Post by Coito ergo sum » Wed May 29, 2013 5:48 pm

MrJonno wrote:You can sack someone for poor performance but you can't do it on the spot, its a set of warnings to improve and if they fail you get rid of them. Can take a few weeks to months and you need to have a proper written record of doing so. Rogering the bosses misses in the office during working hours does count as gross misconduct and would be able to get rid of them for it.
That is not what Xamones recounted, in terms of UK law. He said you could sack them for any good reason, as long as you gave them notice. He did not state that it was mandatory that you give them warnings to improve. I'm not sure who is right, but if you're right then the system sounds silly. Mandatory "sets of warnings?" Whether to terminate someone "on the spot" has a lot to do with what they did wrong. If someone makes a huge mistake, it's often reasonable to let them go. Further, if an employee is a cancer on the workplace, or is deemed not trustworthy, then keeping them around can be a big risk.

Here in the US, whether you're entitled to warnings depends on whether or not the relationship specifies that warnings will be given. An employer and employee can agree in a contract, or the employer can set forth procedures in its formal policies. But there is nothing legislated. The employer, under the law, is generally able to let an employee go, provided they don't do so for an unlawful reason, and there are many unlawful reasons. But, the law is ill-equipped to deal with the minutia of interpersonal relationships and performance assessments that are important to the employer-employee relationship, and the employment relationship (especially in small businesses) is often very personal, so simply "not liking" someone can very often be a good reason to let them go.
MrJonno wrote:
You can make a position redundant (in the UK at least) if business turns down but its the position you are making redundant not the person. Again the employer needs to put at least some justification into that.
Here in the US there is a distinction made between large and small companies. With large companies, there is the WARN Act which relates to reductions in force and plant shutdowns -- so, employers who are going to let employees go en masse have to send them notices and provide severance and such. However, small employers can just let someone go, as long as they aren't doing so because of race, color, religion, national origin, sometimes height or weight, sometimes sexual orientation, age, disability, and other protected activities. If an employer just wants to let you go because you're douche, then that's fine. Go work for people who you get along with. Why would anyone want to work where they hate it anyway?
MrJonno wrote:
UK employment laws are far closer to the US than any other in the EU but even they aren't on the lines I don't like someone so I can sack you crap. What sort of life would it be for an employee if employment was that unstable
Very good, actually. Because most people behave reasonably, and because employers know they have greater flexibility and aren't saddled with quite as much costs, they are more willing to hire, which is why we have historically tended to to have lower unemployment. Employees may lose jobs, be laid off, or whatnot, but the pool of available alternative employers is bigger and they tended to get hired quicker.

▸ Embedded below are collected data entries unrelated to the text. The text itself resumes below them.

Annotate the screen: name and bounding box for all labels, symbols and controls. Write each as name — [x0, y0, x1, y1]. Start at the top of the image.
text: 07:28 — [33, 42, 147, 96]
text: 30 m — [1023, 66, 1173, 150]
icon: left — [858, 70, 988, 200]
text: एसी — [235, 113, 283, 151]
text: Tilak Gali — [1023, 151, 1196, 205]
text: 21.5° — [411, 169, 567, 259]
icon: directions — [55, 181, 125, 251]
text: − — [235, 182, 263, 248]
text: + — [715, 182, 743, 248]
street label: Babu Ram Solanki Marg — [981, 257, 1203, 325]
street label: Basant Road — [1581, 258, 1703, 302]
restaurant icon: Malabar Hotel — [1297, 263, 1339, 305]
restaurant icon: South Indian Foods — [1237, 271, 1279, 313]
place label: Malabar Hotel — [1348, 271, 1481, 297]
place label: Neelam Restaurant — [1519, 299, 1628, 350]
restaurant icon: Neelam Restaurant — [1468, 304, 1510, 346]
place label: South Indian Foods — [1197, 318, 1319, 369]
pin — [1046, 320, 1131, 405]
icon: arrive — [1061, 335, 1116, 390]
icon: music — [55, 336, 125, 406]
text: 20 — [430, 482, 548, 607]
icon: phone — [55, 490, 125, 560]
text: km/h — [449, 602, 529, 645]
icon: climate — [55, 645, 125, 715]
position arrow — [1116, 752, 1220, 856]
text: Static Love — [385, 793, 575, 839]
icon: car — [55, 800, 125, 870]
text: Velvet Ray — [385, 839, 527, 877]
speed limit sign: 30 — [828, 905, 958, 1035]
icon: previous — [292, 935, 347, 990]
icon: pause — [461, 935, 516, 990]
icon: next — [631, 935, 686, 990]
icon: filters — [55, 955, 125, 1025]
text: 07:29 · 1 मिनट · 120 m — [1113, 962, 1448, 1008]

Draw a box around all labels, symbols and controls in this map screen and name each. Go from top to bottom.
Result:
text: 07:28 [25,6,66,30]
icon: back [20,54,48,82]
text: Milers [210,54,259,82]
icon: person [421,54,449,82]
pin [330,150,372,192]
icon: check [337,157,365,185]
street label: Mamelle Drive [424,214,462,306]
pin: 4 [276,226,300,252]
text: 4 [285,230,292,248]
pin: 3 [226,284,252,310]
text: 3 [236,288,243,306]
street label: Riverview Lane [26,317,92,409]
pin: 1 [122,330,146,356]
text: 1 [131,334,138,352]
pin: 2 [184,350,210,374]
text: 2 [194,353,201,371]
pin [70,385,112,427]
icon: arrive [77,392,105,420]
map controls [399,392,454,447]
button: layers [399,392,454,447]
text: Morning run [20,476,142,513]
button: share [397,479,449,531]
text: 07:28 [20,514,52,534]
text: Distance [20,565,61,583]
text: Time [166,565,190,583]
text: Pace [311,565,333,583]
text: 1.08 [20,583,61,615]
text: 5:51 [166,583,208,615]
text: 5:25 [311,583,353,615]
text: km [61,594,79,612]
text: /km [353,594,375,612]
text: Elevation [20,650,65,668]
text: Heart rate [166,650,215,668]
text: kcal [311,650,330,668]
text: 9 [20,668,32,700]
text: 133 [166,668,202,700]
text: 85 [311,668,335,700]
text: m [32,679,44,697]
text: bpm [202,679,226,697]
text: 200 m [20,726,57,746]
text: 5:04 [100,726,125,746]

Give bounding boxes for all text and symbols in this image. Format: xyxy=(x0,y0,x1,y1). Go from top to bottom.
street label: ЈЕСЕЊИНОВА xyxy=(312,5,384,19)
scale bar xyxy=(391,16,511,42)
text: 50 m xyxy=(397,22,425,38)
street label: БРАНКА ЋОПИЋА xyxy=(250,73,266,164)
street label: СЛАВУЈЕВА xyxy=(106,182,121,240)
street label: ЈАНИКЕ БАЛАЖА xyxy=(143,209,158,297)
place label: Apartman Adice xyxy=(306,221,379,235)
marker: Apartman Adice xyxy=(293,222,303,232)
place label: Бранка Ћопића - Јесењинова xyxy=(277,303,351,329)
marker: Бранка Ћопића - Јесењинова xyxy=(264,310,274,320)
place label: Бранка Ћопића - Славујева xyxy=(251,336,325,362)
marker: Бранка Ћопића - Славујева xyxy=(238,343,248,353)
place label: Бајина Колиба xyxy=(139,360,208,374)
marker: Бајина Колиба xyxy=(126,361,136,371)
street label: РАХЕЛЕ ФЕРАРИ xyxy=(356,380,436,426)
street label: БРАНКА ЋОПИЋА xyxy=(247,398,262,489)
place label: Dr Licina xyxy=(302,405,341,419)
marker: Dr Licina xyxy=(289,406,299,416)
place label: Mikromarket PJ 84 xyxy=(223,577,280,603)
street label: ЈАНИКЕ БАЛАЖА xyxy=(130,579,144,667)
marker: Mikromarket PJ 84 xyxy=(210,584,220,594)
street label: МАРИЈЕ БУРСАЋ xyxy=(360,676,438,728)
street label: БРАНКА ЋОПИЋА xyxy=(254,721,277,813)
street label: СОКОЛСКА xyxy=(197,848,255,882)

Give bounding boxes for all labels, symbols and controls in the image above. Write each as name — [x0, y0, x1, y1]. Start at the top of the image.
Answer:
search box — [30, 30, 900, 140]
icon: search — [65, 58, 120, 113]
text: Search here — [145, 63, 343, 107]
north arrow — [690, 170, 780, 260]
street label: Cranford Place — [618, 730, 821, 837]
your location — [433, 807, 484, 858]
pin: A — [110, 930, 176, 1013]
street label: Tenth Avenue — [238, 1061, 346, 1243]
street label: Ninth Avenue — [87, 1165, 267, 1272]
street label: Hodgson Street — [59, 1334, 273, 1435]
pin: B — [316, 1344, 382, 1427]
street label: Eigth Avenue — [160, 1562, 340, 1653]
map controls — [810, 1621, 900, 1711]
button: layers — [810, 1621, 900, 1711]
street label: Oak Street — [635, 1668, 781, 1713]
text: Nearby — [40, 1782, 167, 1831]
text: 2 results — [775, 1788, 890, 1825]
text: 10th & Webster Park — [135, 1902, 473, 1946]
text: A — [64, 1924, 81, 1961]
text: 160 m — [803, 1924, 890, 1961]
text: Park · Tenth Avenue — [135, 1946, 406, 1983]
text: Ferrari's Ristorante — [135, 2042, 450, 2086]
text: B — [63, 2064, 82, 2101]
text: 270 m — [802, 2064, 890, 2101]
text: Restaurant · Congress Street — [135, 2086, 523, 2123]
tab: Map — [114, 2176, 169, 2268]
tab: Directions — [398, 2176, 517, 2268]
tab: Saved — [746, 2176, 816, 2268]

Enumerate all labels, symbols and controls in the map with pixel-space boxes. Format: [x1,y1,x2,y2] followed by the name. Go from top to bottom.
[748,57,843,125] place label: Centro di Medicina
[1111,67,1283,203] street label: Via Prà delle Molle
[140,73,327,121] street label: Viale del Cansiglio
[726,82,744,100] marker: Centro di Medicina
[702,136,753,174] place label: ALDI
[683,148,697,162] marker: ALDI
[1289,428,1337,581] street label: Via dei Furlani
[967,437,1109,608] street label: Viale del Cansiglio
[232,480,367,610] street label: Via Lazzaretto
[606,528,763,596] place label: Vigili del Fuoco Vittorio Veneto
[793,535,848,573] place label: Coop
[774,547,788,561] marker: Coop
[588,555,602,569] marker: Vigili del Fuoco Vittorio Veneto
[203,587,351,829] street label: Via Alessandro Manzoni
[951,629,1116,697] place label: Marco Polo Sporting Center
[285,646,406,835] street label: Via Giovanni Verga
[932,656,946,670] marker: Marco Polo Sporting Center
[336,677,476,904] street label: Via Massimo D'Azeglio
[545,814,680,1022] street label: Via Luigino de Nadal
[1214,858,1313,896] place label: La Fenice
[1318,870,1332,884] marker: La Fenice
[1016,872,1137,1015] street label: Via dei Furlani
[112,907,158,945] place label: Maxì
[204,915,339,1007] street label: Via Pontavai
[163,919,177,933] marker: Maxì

What sucks is to have employers reluctant to hire unless they are very, very sure they will want to keep you around, and very, very sure they will be able to meet the costs and expenses associated with the employee. That causes a greater degree of sluggishness in hiring, more time for unemployed workers to be dormant and to have their skills atrophy, etc.

You'll find that the main areas of concern -- firings on account of race, religion (or lack thereof), disability, handicap, color, sex, age - that sort of thing - cover most of the "bad" reasons. The vast majority of employers don't fire someone just on a whim. It's a fair assumption that they hired the person because they needed the employee to do something. But, if the person and the employer simply don't get along, then that can impact the workplace in a general sense, and so if an employee shows up and is just insufferable, it seems perfectly reasonable to let him go. However, we don't have any significant problem of employers just up and firing people for "not liking" them. That's a non-problem that doesn't need a solution. But, it's bad public and economic policy to saddle employers with litigation every time they let someone go, so it's good policy to be very specific as to the reasons someone can't be let go. Areas where there are specific problems can be addressed - like where an employer lets someone go right before pension benefits vest, or for serving on jury duty, or for serving in the armed forces -- all these are addressed in the law. So, while there is no blanked "employers must always articulate a really good business reason to let people go", the end result is that the common "bad" reasons for letting people go are covered by the law.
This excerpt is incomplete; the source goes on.